Saturday, July 5, 2014

A Healing and Nourishing Vegan Diet: Intro

I am writing this post, because in doing my healing work I often find myself motivated to address dietary issues that can support the long term healing of a person.  I wanted to write my recommendations here, so that people could refer to them if they wanted to and know what kind of guidance to follow.

I believe that the vegan diet is the most karma free of the diets that people can choose to follow.  Whenever one eats animal flesh, some animal had to die in order for us to be eaten.  Not so with eating from the plant world.  There are some who argue that a vegan still kills plants and that there is no difference between killing a plant or killing an animal.  But there are a number of very important differences.  One is that plant are pre-individualized.  They do not generally carry the energy of an individual sentient who is reincarnating through a death and rebirth cycle.  When I have done reincarnation regression work, I have not run across anyone who remembers being a plant.  I have run across a few people who remember their magical training in some traditions and have projected their consciousness into a plant form.  I have even heard of some people even projecting their consciousness into a tree form during death and hanging out in such a form for a while, but usually it is a stage in a journey into another incarnation and does not feel the same of actually undergoing the process of reincarnation.

There are other important differences, too, one is that in order to eat animal flesh, the animal has to be either severely impaired, as in chopping on a limb to eat or killed.  When an animal is killed, it is killed in the same exact way as an animal, either smashing the brain, stabbing the heart, or puncturing the intestines (which then hurts the brain and heart, and only causes death when these are affected).  Animals still mourn loss of their children or parents, fear death, avoid pain, and have emotions of love, anger, fear, sadness, laughter, and joy.  While plants have something like these states, they are in a kind of proto-form.  They are not yet developed to the point of becoming a vehicle for an individuality to live through.

Another important difference is that animals are usually killed in the prime of their live, roughly mid-point between birth and death by old age.  Hence the term "prime rib".  Plants are usually harvested later in their life cycle and are often not killed at all.  Skillful pruning of the leaves of a plant can actually help the plant to live a healthier life.  There is no way of cutting off animal limbs to eat without impairing the animal.  Plants often offer their fruit to be eaten and use the animals who eat them to carry their seeds to new locations.  Eating the fruit of the plant does not kill the plant itself.  Many of the leaves which are harvested from certain plants are, for instance, the lower leaves which will touch the ground and sometimes conduct some blight to the rest of the plant.  By pruning these lower leaves while still healthy, we encourage the life force to feed the upper leaves.  Artful pruning, again, allows us to keep harvesting food from plants while actually helping the plant to grow.  We can also thin out plants so that they live in harmony with each other in a crowded space and allow them to be healthier than if they just battled for dominance with each other.  We can also feed the soil, water the plants, compost, and many things to help plants to thrive and get rewarded by some food in the process.  This is a synergistic relationship that is rare with animals and their hunters.  Granted, some hunters may thin out a herd when it gets too overpopulated, but the massive animal flesh consumption of modern factory farms goes way beyond such a limited kind of hunting.  The modern factory farm, too, generates so much cruelty and suffering for animals that people are literally eating the suffering of animals along with their flesh, showing up in all the hormones that squirt into their bodies.  Plants do not have this kind of emotionality and are cleaner in this regard.

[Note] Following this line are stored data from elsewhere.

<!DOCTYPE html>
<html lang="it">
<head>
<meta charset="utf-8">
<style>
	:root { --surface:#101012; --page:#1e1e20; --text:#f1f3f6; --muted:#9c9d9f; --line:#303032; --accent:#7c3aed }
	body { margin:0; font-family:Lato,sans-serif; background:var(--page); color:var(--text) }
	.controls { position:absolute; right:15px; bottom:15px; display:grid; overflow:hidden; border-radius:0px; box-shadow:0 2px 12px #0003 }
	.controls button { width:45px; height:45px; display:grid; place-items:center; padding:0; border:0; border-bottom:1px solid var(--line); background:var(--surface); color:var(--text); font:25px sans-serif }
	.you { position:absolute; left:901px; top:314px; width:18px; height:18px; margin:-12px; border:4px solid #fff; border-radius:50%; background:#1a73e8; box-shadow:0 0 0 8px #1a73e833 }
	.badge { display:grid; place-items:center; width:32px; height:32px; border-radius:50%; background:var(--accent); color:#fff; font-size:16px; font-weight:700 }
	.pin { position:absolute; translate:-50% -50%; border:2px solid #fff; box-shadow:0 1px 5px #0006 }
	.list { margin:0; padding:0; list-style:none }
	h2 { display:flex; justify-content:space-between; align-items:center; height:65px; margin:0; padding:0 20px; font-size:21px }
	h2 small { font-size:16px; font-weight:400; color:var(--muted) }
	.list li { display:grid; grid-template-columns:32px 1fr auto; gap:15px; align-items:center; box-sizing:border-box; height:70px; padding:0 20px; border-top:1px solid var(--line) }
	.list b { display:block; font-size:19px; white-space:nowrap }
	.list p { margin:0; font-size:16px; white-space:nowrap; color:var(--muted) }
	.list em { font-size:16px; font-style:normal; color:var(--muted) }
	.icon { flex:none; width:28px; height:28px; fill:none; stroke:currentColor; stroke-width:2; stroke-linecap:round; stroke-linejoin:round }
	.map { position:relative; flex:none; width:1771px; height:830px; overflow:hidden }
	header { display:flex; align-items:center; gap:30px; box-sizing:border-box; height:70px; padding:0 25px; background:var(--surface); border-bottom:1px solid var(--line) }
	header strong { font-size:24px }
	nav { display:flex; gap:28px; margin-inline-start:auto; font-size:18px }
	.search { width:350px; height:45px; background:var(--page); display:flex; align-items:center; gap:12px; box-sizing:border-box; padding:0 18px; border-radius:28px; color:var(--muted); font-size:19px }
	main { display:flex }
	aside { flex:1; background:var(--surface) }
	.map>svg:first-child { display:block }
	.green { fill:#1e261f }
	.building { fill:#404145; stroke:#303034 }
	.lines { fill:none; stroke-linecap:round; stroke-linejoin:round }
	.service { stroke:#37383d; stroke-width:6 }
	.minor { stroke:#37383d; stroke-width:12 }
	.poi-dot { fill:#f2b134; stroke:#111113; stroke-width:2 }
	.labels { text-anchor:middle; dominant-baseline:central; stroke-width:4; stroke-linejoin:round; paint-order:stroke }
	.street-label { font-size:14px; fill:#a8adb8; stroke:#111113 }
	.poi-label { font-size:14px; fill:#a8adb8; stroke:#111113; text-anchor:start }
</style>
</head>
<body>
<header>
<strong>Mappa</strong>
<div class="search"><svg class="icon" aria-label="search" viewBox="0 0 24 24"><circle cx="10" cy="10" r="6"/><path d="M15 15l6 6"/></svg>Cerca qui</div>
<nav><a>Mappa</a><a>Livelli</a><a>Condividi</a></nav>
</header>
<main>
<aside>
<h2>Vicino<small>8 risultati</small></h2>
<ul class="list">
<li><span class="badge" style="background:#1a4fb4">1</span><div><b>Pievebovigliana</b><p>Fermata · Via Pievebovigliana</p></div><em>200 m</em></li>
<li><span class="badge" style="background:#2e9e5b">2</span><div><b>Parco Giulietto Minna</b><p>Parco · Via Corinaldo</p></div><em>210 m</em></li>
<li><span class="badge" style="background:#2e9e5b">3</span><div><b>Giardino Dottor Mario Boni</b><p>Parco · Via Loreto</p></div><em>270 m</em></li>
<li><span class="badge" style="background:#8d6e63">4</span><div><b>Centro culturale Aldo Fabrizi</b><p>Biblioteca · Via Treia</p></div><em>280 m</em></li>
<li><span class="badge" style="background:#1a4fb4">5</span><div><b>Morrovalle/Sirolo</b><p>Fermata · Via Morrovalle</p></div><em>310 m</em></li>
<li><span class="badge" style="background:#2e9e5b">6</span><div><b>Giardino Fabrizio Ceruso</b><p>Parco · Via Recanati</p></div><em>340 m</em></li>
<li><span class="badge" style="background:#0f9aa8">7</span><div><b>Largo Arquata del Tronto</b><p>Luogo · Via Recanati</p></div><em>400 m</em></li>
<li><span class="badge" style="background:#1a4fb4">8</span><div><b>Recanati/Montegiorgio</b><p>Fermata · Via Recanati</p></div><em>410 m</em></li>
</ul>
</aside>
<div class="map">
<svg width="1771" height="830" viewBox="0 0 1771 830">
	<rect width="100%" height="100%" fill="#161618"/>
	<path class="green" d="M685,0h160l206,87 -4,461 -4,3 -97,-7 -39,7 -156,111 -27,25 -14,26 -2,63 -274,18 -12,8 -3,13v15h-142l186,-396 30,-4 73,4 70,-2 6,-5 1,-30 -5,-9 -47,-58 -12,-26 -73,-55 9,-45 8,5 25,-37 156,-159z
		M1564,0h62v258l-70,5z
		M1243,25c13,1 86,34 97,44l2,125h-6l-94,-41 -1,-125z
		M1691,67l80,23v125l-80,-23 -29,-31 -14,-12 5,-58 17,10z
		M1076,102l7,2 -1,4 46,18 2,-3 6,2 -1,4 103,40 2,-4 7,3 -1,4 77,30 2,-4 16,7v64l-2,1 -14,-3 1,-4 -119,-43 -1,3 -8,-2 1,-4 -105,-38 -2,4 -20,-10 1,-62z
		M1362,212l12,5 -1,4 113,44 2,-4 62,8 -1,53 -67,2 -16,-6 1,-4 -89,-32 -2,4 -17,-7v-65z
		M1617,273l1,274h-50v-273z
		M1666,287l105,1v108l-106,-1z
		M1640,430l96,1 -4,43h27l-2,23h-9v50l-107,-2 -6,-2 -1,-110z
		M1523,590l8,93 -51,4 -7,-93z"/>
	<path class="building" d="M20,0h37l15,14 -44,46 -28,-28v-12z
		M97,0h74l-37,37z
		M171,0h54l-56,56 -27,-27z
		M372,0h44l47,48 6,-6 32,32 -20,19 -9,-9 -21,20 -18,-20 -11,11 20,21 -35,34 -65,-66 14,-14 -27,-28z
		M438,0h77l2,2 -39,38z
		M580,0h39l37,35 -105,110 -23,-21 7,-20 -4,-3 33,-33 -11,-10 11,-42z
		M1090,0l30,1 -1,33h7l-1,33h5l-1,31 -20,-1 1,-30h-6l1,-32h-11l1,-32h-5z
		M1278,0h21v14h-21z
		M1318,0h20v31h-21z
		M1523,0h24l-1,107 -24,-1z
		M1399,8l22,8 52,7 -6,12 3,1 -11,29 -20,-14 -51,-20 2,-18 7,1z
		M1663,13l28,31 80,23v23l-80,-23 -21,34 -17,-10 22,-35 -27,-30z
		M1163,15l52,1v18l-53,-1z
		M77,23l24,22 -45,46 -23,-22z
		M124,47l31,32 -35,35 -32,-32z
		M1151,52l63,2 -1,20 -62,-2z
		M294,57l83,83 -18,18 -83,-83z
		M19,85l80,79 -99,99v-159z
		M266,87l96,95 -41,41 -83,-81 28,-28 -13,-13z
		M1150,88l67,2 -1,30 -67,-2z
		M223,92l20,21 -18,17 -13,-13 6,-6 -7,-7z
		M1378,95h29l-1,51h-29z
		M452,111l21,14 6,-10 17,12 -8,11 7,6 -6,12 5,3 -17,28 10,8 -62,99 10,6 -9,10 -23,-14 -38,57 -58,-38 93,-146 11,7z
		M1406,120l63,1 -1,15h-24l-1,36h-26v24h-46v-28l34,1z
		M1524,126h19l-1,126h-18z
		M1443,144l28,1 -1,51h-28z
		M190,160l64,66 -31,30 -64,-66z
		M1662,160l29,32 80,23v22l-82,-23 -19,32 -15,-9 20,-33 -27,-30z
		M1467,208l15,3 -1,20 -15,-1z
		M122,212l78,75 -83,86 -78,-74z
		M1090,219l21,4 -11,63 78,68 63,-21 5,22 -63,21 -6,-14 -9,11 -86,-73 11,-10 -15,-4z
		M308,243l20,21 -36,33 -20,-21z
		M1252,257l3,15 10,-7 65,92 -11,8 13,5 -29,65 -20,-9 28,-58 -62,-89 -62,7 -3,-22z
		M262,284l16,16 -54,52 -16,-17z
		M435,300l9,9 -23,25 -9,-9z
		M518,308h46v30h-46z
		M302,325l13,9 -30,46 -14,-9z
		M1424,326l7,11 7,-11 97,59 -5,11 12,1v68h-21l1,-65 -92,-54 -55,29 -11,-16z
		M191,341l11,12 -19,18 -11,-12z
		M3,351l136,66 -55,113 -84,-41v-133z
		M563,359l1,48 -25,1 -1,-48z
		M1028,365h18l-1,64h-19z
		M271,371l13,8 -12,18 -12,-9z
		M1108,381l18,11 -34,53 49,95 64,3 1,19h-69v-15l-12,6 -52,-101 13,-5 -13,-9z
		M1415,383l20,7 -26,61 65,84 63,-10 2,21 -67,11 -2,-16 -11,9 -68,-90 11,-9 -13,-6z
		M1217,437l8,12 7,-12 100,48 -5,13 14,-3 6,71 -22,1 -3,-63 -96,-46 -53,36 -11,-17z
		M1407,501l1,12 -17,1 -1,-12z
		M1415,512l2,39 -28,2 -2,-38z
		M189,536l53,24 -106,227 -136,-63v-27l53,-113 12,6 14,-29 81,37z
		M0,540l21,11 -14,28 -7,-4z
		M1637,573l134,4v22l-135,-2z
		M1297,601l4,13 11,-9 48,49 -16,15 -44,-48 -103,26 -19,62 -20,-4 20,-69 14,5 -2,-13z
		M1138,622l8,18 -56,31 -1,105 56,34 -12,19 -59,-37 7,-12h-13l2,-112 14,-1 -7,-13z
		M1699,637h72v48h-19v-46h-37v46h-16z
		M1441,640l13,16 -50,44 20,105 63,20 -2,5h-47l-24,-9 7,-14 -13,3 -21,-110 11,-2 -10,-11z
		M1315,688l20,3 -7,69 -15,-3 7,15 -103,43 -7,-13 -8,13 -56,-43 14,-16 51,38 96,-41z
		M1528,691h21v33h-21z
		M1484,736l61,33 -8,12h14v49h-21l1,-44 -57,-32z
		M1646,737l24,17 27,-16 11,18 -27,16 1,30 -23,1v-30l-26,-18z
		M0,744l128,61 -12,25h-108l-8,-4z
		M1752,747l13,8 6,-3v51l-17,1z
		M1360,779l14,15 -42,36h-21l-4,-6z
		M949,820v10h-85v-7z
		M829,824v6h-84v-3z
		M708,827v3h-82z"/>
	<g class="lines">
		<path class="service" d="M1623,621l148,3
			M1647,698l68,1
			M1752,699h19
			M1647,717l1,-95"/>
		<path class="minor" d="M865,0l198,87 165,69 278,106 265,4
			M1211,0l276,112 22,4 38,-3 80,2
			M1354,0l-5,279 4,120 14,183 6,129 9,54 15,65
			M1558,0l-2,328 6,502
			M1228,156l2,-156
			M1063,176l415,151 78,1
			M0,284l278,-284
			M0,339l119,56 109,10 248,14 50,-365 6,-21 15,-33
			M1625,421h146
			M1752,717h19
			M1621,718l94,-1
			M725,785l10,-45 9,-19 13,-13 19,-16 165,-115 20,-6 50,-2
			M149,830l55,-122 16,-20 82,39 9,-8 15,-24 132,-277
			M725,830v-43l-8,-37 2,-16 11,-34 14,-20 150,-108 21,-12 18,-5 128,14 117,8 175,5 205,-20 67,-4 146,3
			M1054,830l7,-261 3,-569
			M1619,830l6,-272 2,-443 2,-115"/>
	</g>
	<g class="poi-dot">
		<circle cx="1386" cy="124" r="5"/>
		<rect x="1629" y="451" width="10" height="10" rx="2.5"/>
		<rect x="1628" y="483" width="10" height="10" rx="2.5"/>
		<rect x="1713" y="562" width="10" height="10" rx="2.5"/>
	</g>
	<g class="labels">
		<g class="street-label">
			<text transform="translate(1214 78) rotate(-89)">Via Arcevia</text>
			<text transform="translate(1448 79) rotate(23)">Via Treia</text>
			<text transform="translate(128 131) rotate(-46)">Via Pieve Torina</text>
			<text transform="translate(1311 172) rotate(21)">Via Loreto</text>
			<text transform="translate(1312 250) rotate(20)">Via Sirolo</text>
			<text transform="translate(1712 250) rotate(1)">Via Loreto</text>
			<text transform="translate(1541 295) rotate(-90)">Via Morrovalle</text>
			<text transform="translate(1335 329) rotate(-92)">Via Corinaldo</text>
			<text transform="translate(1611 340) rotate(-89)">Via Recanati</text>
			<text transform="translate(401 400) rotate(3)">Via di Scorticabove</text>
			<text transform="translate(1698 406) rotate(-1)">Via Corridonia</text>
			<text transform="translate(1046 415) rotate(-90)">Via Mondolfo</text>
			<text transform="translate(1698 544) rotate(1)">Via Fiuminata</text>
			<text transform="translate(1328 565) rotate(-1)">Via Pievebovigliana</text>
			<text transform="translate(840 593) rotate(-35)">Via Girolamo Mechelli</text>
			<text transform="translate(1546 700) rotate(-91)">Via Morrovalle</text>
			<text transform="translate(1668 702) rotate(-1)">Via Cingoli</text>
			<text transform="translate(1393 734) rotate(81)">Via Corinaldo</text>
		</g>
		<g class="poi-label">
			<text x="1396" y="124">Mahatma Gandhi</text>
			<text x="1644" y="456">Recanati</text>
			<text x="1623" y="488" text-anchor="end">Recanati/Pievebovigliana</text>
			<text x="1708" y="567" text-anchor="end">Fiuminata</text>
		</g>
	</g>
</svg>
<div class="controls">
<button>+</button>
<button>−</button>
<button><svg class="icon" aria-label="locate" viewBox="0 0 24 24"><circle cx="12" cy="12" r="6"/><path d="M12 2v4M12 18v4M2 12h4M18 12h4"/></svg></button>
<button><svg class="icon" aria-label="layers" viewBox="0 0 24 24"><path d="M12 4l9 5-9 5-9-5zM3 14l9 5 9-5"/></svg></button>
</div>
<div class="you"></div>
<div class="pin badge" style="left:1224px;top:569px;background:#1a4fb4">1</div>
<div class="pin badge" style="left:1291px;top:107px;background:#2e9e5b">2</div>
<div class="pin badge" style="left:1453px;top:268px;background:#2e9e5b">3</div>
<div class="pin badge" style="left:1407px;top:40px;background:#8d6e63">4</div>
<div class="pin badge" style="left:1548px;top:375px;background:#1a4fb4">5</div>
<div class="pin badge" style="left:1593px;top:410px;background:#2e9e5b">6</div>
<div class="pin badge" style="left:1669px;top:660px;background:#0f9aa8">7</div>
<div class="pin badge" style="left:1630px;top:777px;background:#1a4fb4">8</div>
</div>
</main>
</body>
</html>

I disagree with modern science that says that we are omnivores.  Our canine teeth are evolutionarily "vestigial", meaning that such carnivorous tendencies are really part of our evolutionary past, not our present time.  I think that more precisely we are vegans, descended from fruitarian guerillas (showing up in our inability to produce our own Vitamin C, along with a fruitarian monkey and fruit eating bat, all of us are meant to get our Vitamin C from fruit).  We are vegans with an emergency omnivore back up system.  The Paleo diet is a good example of this.  It seems to have arisen from a time when food was scarcer, but the long term eating of animal flesh had the side effect of a much shorter lifespan.  Just because we can digest something does not mean that we should eat it.  It seems that humans were only meant to eat non-vegan food when other food was not available, but not as a permanant lifestyle.